O documento usa como base a análise descritiva dos Resultados de Censo Agropecuário 2017, divulgados no fim de 2019
Por Alexandre Valadares, Fábio Alves e Marcelo Galiza
Do IPEA
A divulgação dos resultados do Censo Agropecuário 2017, pelo Instituto Brasileiro de Geografia e Estatística (IBGE), no fim do ano passado, apontou um crescimento significativo, em comparação com os dados do Censo de 2006, do número de estabelecimentos agrícolas que utilizam agrotóxicos: do total de 5.073.324 unidades agropecuárias recenseadas em 2017, 36% declararam utilizar agrotóxicos, ao passo que, em 2006, para um total de 5.175.636 unidades, essa proporção era de 30%.
Esse aumento do uso de agrotóxicos captado pelos censos converge em tendência com os dados do volume de comercialização de tais substâncias: a série de relatórios de comercialização de agrotóxicos, do Instituto Brasileiro do Meio Ambiente e dos Recursos Naturais Renováveis (Ibama), mostra que o volume de vendas de agrotóxicos cresceu mais de 2,5 vezes entre 2006 e 2017, saltando de 204,1 mil toneladas para 541,8 mil toneladas de ingrediente ativo (Ibama, 2016), embora o crescimento da área plantada, segundo a Pesquisa Agrícola Municipal (PAM), tenha sido de 26% (de 62,6 milhões de ha para 79 milhões de ha) no período (IBGE, 2018). O índice de “consumo nacional de ingredientes ativos de agrotóxicos e afins por área plantada”, calculado pelo IBGE3 a partir dos dados de área e comercialização, cresceu de 3,2 kg de agrotóxico/ha, em 2005, para 6,7 kg/ha, em 2014.
O aumento do número de novos registros concedidos a agrotóxicos e afins, noticiado mais recentemente, aponta para a continuidade acelerada dessa tendência. Se, de 2005 a 2015, a média de novos registros por ano ficou em 140,5, a partir de 2016, o número salta para 277 novos registros e, em 2017, 2018 e 2019, atinge 405, 449 e, finalmente, 474 novos registros, respectivamente.
Esse crescimento, entretanto, introduziu poucos ingredientes ativos novos na produção agrícola: a maior parte dos agrotóxicos liberados de 2016 a 2019 são produtos técnicos equivalentes (50% do total no período) – destinados à indústria de defensivos – e produtos formulados genéricos (27%) – destinados à venda direta aos produtores – ambos são elaborados a partir de ingredientes ativos previamente autorizados no país.
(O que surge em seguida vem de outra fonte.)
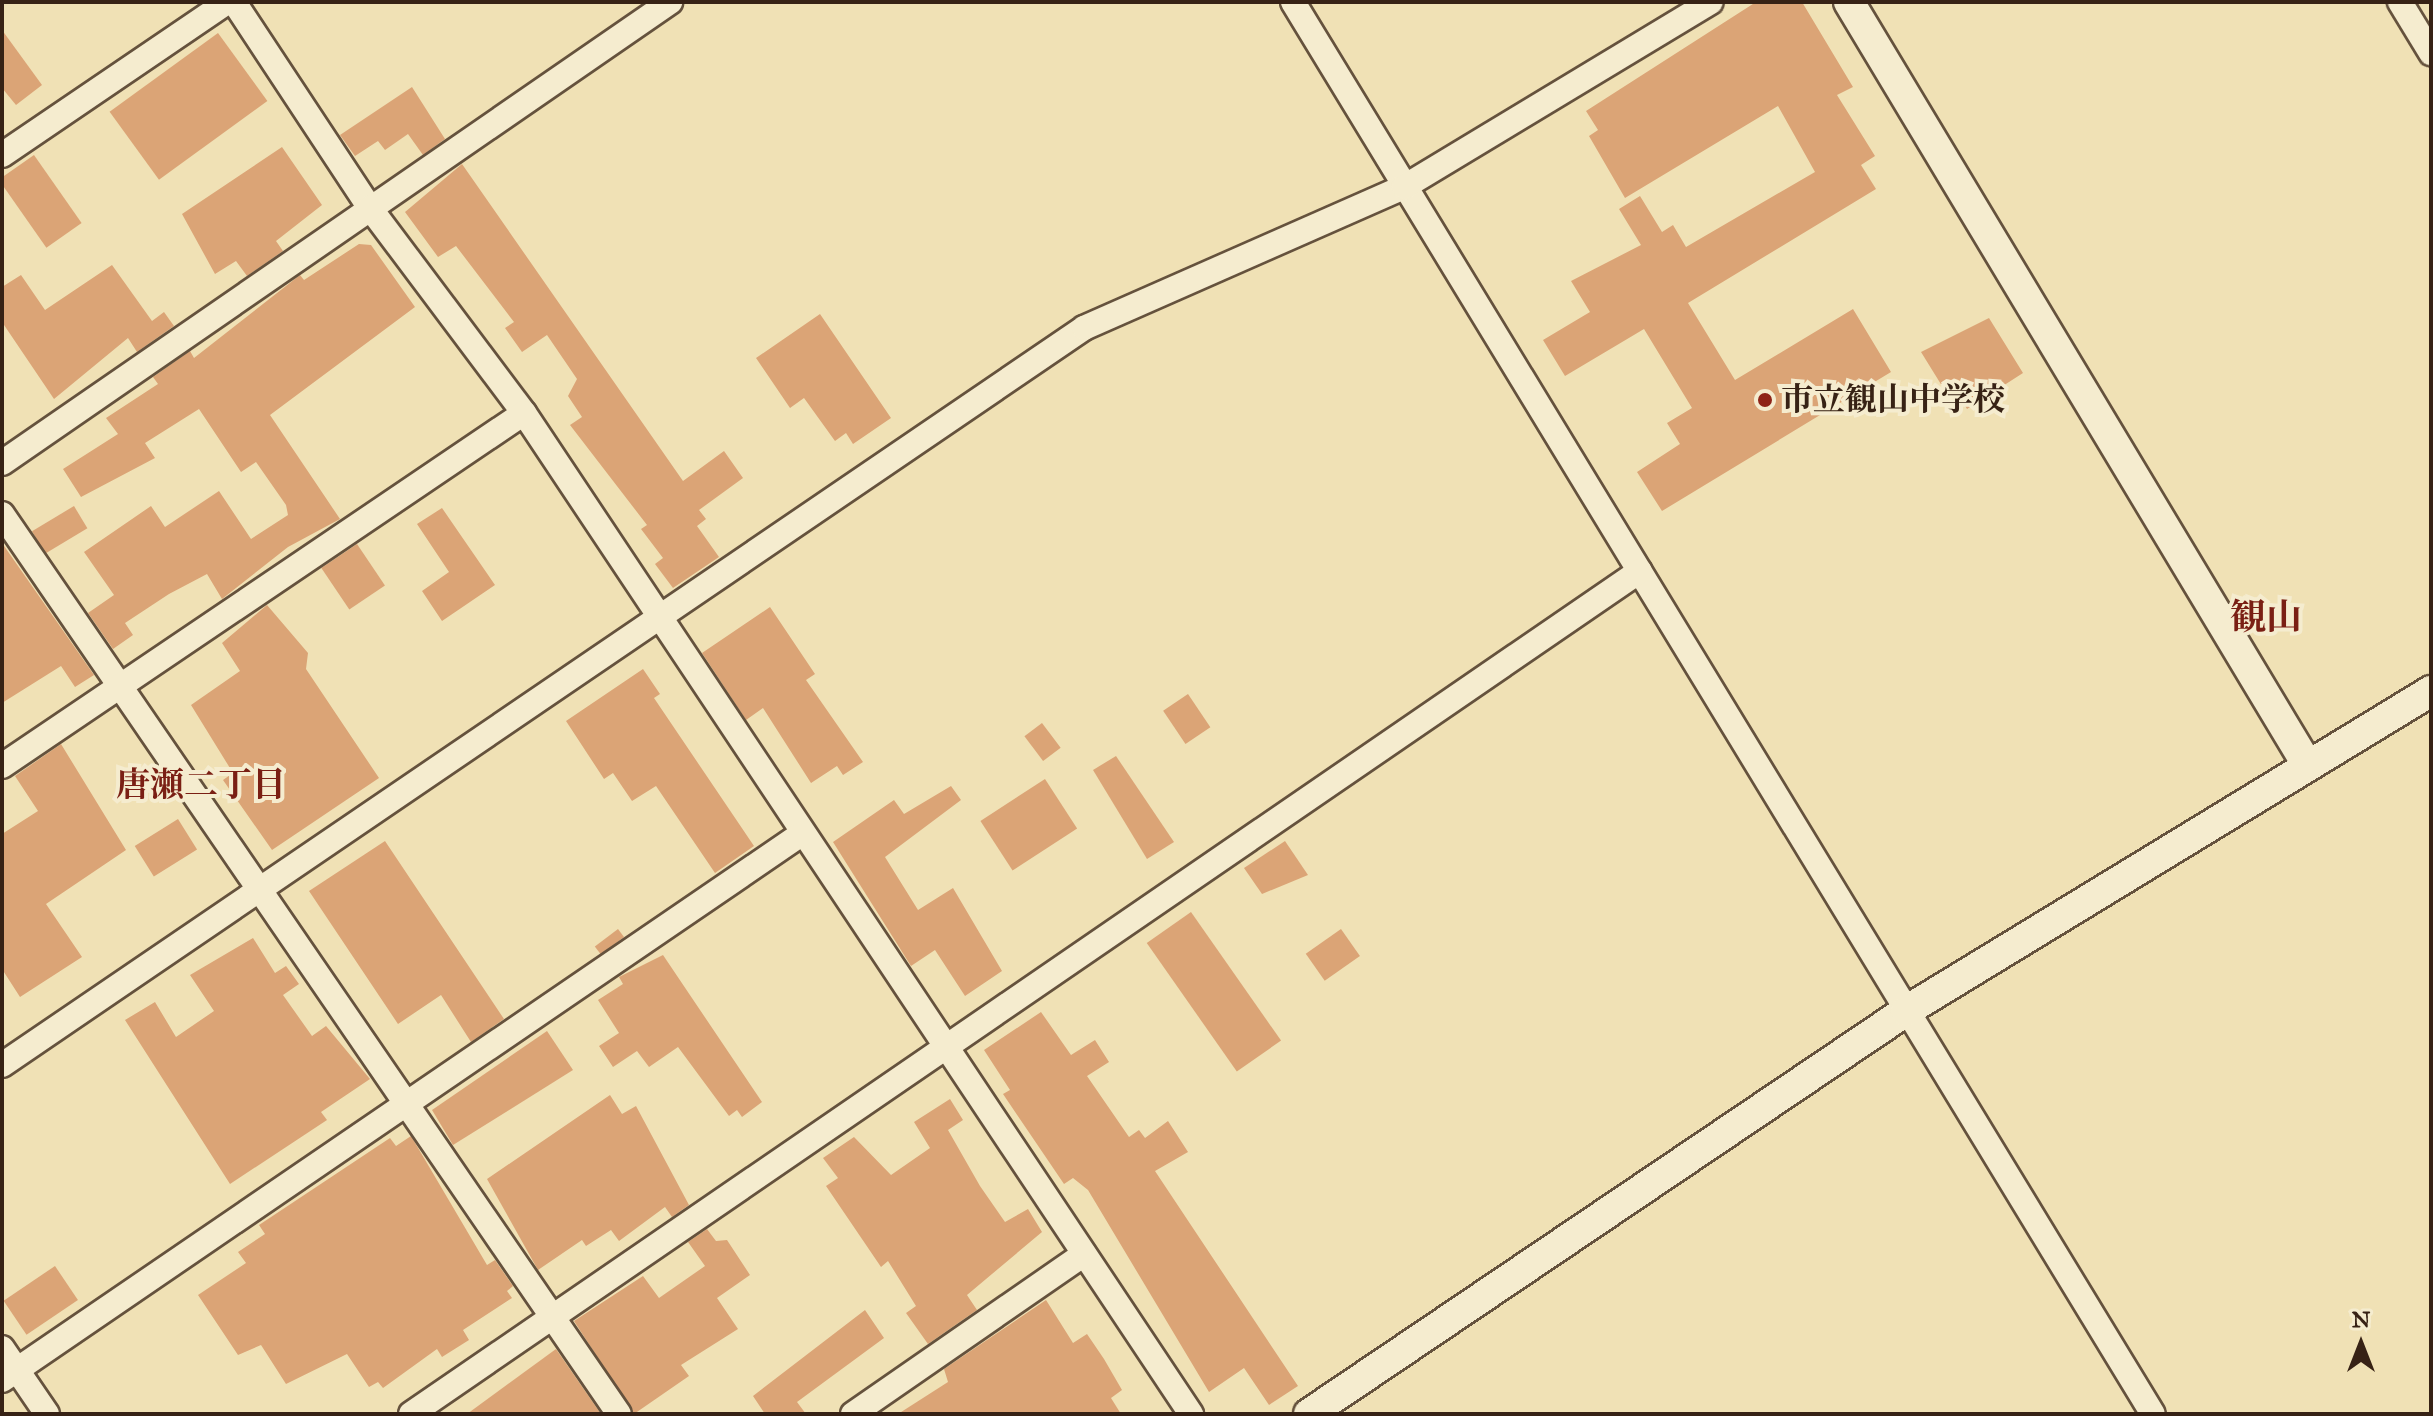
<!DOCTYPE html>
<meta charset="utf-8">
<style>
body{margin:0}
#map{position:relative;width:2433px;height:1416px;overflow:hidden;background:#f0e1b5;font-family:"IM FELL Great Primer","Noto Serif JP",serif}
div>[style]{position:absolute}
.building>*{inset:0;background:#dba476;transform-origin:0 0}
.roads{filter:drop-shadow(2px 0 #65523d) drop-shadow(-2px 0 #65523d) drop-shadow(0 2px #65523d) drop-shadow(0 -2px #65523d)}
.minor>*{height:24px;margin:-12px;padding:0 12px;transform-origin:12px;border-radius:12px;background:#f5eccf}
.tertiary>*{height:30px;margin:-15px;padding:0 15px;transform-origin:15px;border-radius:15px;background:#f5eccf}
.dots>*{width:22px;height:22px;translate:-50% -50%;box-sizing:border-box;border:4px solid #f5eccf;border-radius:50%}
span{translate:-50% -50%;white-space:nowrap;text-align:center;line-height:1.15;-webkit-text-stroke:8px #f5eccf;paint-order:stroke}
.poi-label{font-size:32px;color:#372215;font-weight:700}
.left{translate:0 -50%;text-align:left}
.neighbourhood-label{font-size:34px;color:#7a1f14;font-weight:700}
.quarter-label{font-size:36px;color:#7a1f14;font-weight:700}
.frame{position:absolute;inset:0;border:4px solid #372215;pointer-events:none}
.north{position:absolute;left:2321px;top:1304px;width:80px;height:80px;-webkit-text-stroke:6px #f5eccf;paint-order:stroke;rotate:0deg;font-size:22px;font-weight:700;line-height:32px;text-align:center;color:#372215}
.north::after{content:'';display:block;margin:auto;width:28px;height:36px;background:#372215;clip-path:polygon(50% 0,100% 100%,50% 72%,0 100%)}
</style>
<div id="map">
<div class="building">
<div style="clip-path:polygon(1756px 2px,1802px 2px,1853px 87px,1837px 95px,1875px 156px,1861px 165px,1876px 189px,1688px 303px,1735px 380px,1853px 309px,1891px 372px,1662px 511px,1637px 472px,1680px 444px,1667px 423px,1692px 408px,1644px 329px,1565px 376px,1543px 340px,1590px 312px,1571px 281px,1641px 245px,1619px 209px,1640px 196px,1662px 232px,1673px 225px,1686px 247px,1815px 172px,1778px 106px,1625px 198px,1589px 136px,1598px 130px,1586px 111px)"></div>
<div style="clip-path:polygon(2px 30px,42px 85px,16px 105px,2px 88px)"></div>
<div style="left:218px;top:33px;width:84px;height:134px;rotate:54deg"></div>
<div style="clip-path:polygon(412px 87px,445px 139px,423px 155px,408px 134px,385px 150px,378px 141px,355px 156px,340px 135px)"></div>
<div style="clip-path:polygon(282px 147px,322px 205px,276px 241px,283px 251px,247px 276px,236px 261px,215px 274px,182px 214px)"></div>
<div style="left:34px;top:155px;width:83px;height:43px;rotate:55deg"></div>
<div style="clip-path:polygon(462px 164px,683px 481px,724px 451px,743px 478px,699px 510px,706px 519px,697px 526px,719px 557px,673px 588px,655px 564px,663px 558px,641px 529px,647px 525px,570px 425px,582px 417px,568px 396px,577px 379px,547px 335px,522px 352px,505px 328px,514px 322px,456px 246px,438px 257px,405px 212px)"></div>
<div style="clip-path:polygon(359px 244px,371px 245px,415px 307px,270px 415px,340px 519px,288px 547px,222px 599px,207px 574px,169px 594px,125px 623px,133px 635px,113px 649px,88px 613px,114px 595px,84px 552px,151px 506px,165px 527px,219px 491px,251px 539px,288px 515px,286px 505px,256px 462px,241px 472px,199px 409px,145px 443px,155px 458px,81px 497px,63px 469px,118px 434px,106px 418px,158px 384px,153px 377px,190px 351px,194px 358px,300px 275px,304px 280px)"></div>
<div style="clip-path:polygon(112px 265px,152px 321px,164px 312px,174px 326px,137px 352px,128px 338px,54px 399px,2px 322px,2px 287px,21px 275px,45px 310px)"></div>
<div style="clip-path:polygon(820px 314px,891px 418px,853px 444px,846px 433px,835px 441px,804px 398px,790px 408px,756px 358px)"></div>
<div style="clip-path:polygon(1989px 318px,2023px 373px,1967px 409px,1955px 389px,1947px 394px,1921px 352px)"></div>
<div style="left:74px;top:506px;width:26px;height:49px;rotate:59deg"></div>
<div style="clip-path:polygon(442px 508px,495px 585px,442px 621px,422px 591px,449px 572px,417px 524px)"></div>
<div style="clip-path:polygon(2px 543px,94px 675px,75px 687px,61px 666px,2px 703px)"></div>
<div style="left:357px;top:544px;width:50px;height:43px;rotate:56deg"></div>
<div style="clip-path:polygon(267px 605px,308px 653px,306px 669px,379px 778px,272px 850px,223px 780px,233px 773px,191px 705px,240px 671px,222px 643px)"></div>
<div style="clip-path:polygon(770px 607px,815px 674px,806px 680px,863px 762px,843px 775px,837px 766px,811px 783px,763px 708px,746px 720px,702px 653px)"></div>
<div style="clip-path:polygon(643px 669px,660px 694px,654px 698px,754px 846px,715px 873px,656px 786px,632px 801px,613px 773px,604px 779px,566px 721px)"></div>
<div style="left:1188px;top:694px;width:40px;height:30px;rotate:56deg"></div>
<div style="left:1042px;top:723px;width:31px;height:22px;rotate:53deg"></div>
<div style="clip-path:polygon(61px 744px,126px 850px,46px 904px,82px 957px,20px 997px,2px 969px,2px 834px,38px 811px,15px 776px)"></div>
<div style="clip-path:polygon(1116px 756px,1174px 842px,1147px 859px,1093px 770px)"></div>
<div style="left:1045px;top:779px;width:59px;height:77px;rotate:57deg"></div>
<div style="clip-path:polygon(951px 786px,961px 800px,885px 857px,918px 910px,953px 888px,1002px 971px,965px 996px,935px 950px,911px 966px,833px 842px,894px 800px,904px 814px)"></div>
<div style="left:178px;top:819px;width:36px;height:51px;rotate:58deg"></div>
<div style="clip-path:polygon(385px 841px,504px 1019px,471px 1042px,441px 995px,398px 1024px,309px 891px)"></div>
<div style="clip-path:polygon(1285px 841px,1308px 875px,1262px 894px,1244px 868px)"></div>
<div style="left:1191px;top:912px;width:157px;height:54px;rotate:55deg"></div>
<div style="left:618px;top:929px;width:10px;height:29px;rotate:53deg"></div>
<div style="left:1341px;top:929px;width:33px;height:43px;rotate:55deg"></div>
<div style="clip-path:polygon(253px 938px,275px 973px,286px 966px,299px 984px,283px 995px,312px 1036px,326px 1026px,370px 1079px,321px 1112px,327px 1120px,230px 1184px,125px 1020px,155px 1002px,176px 1037px,214px 1011px,190px 975px)"></div>
<div style="clip-path:polygon(663px 955px,762px 1102px,742px 1117px,737px 1110px,729px 1116px,678px 1047px,649px 1067px,637px 1051px,613px 1067px,599px 1046px,619px 1033px,598px 1000px,623px 984px,619px 977px)"></div>
<div style="clip-path:polygon(1041px 1012px,1071px 1055px,1095px 1040px,1109px 1062px,1087px 1076px,1129px 1137px,1139px 1130px,1145px 1138px,1168px 1121px,1188px 1152px,1155px 1171px,1298px 1386px,1269px 1405px,1244px 1368px,1209px 1392px,1088px 1190px,1073px 1178px,1064px 1184px,1003px 1094px,1010px 1090px,984px 1050px)"></div>
<div style="clip-path:polygon(547px 1031px,573px 1070px,453px 1145px,432px 1110px)"></div>
<div style="clip-path:polygon(610px 1095px,622px 1114px,636px 1106px,689px 1205px,672px 1217px,665px 1207px,619px 1241px,611px 1230px,586px 1246px,582px 1240px,538px 1270px,487px 1179px)"></div>
<div style="clip-path:polygon(950px 1099px,963px 1120px,948px 1130px,980px 1186px,1005px 1222px,1028px 1209px,1042px 1232px,967px 1295px,977px 1310px,928px 1344px,906px 1313px,916px 1306px,888px 1261px,881px 1267px,826px 1186px,838px 1178px,823px 1158px,854px 1137px,891px 1175px,930px 1148px,914px 1122px)"></div>
<div style="clip-path:polygon(411px 1136px,487px 1265px,495px 1260px,513px 1286px,507px 1291px,512px 1298px,463px 1330px,469px 1340px,442px 1357px,437px 1349px,383px 1388px,378px 1382px,369px 1387px,347px 1354px,286px 1384px,261px 1345px,238px 1355px,198px 1295px,246px 1263px,238px 1252px,265px 1234px,259px 1225px,390px 1138px,396px 1146px)"></div>
<div style="clip-path:polygon(707px 1229px,716px 1241px,727px 1240px,750px 1275px,717px 1298px,738px 1329px,681px 1365px,689px 1376px,634px 1414px,574px 1321px,643px 1276px,659px 1298px,705px 1266px,688px 1242px)"></div>
<div style="left:55px;top:1266px;width:41px;height:62px;rotate:56deg"></div>
<div style="clip-path:polygon(1046px 1300px,1073px 1343px,1087px 1334px,1104px 1359px,1122px 1390px,1111px 1398px,1121px 1414px,898px 1414px,948px 1382px,944px 1369px)"></div>
<div style="clip-path:polygon(865px 1310px,884px 1338px,797px 1402px,806px 1414px,765px 1414px,753px 1396px)"></div>
<div style="clip-path:polygon(556px 1349px,601px 1414px,467px 1414px)"></div>
</div>
<div class="roads">
<div class="minor">
<div style="left:234px;top:2px;width:247px;rotate:56.6deg"></div>
<div style="left:370px;top:208px;width:256px;rotate:53.1deg"></div>
<div style="left:524px;top:413px;width:1203px;rotate:56.32deg"></div>
<div style="left:1293px;top:2px;width:1653px;rotate:58.66deg"></div>
<div style="left:2400px;top:2px;width:60px;rotate:58.7deg"></div>
<div style="left:2px;top:155px;width:272px;rotate:-34.2deg"></div>
<div style="left:2px;top:463px;width:812px;rotate:-34.61deg"></div>
<div style="left:2px;top:514px;width:1091px;rotate:55.57deg"></div>
<div style="left:2px;top:766px;width:630px;rotate:-34.07deg"></div>
<div style="left:2px;top:1065px;width:1309px;rotate:-34.26deg"></div>
<div style="left:1084px;top:328px;width:350px;rotate:-23.8deg"></div>
<div style="left:1404px;top:187px;width:358px;rotate:-31.1deg"></div>
<div style="left:2px;top:1348px;width:80px;rotate:55.7deg"></div>
<div style="left:2px;top:1380px;width:970px;rotate:-34.33deg"></div>
<div style="left:411px;top:1414px;width:1490px;rotate:-34.45deg"></div>
<div style="left:853px;top:1414px;width:281px;rotate:-34.7deg"></div>
</div>
<div class="tertiary">
<div style="left:1849px;top:2px;width:891px;rotate:59deg"></div>
<div style="left:1309px;top:1414px;width:720px;rotate:-34.02deg"></div>
<div style="left:1906px;top:1011px;width:615px;rotate:-31.36deg"></div>
</div>
</div>
<div class="dots">
<div style="left:1765px;top:400px;background:#8f2418"></div>
</div>
<div class="poi-label">
<span class="left" style="left:1781px;top:400px">市立観山中学校</span>
</div>
<div class="neighbourhood-label">
<span style="left:201px;top:785px">唐瀬二丁目</span>
</div>
<div class="quarter-label">
<span style="left:2266px;top:618px">観山</span>
</div>
<div class="frame"></div>
<div class="north">N</div>
</div>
Embora a proporção de produtos formulados, com ingredientes ativos novos, aprovados para venda direta ao consumidor, não seja baixa – 11% do total de autorizações de 2016 a 2019, ou 182 produtos –, o principal efeito da ampliação das autorizações tende a ser o barateamento dos agrotóxicos, trazendo, como potencial consequência, o aumento do consumo.
Outra dimensão correlacionada ao aumento das autorizações de agrotóxicos concerne às intoxicações. De acordo com o Sistema de Informação de Agravos de Notificação (Sinan), que coleta dados gerados pelo Sistema Nacional de Vigilância Epidemiológica (SNVE), entre 2007 e 2017, 41,6 mil casos de intoxicação por agrotóxicos de uso agrícola acumularam-se, em escala crescente: no primeiro ano do período, 2,2 mil casos tinham sido notificados; em 2017, foram 5,1 mil casos, mais que o dobro.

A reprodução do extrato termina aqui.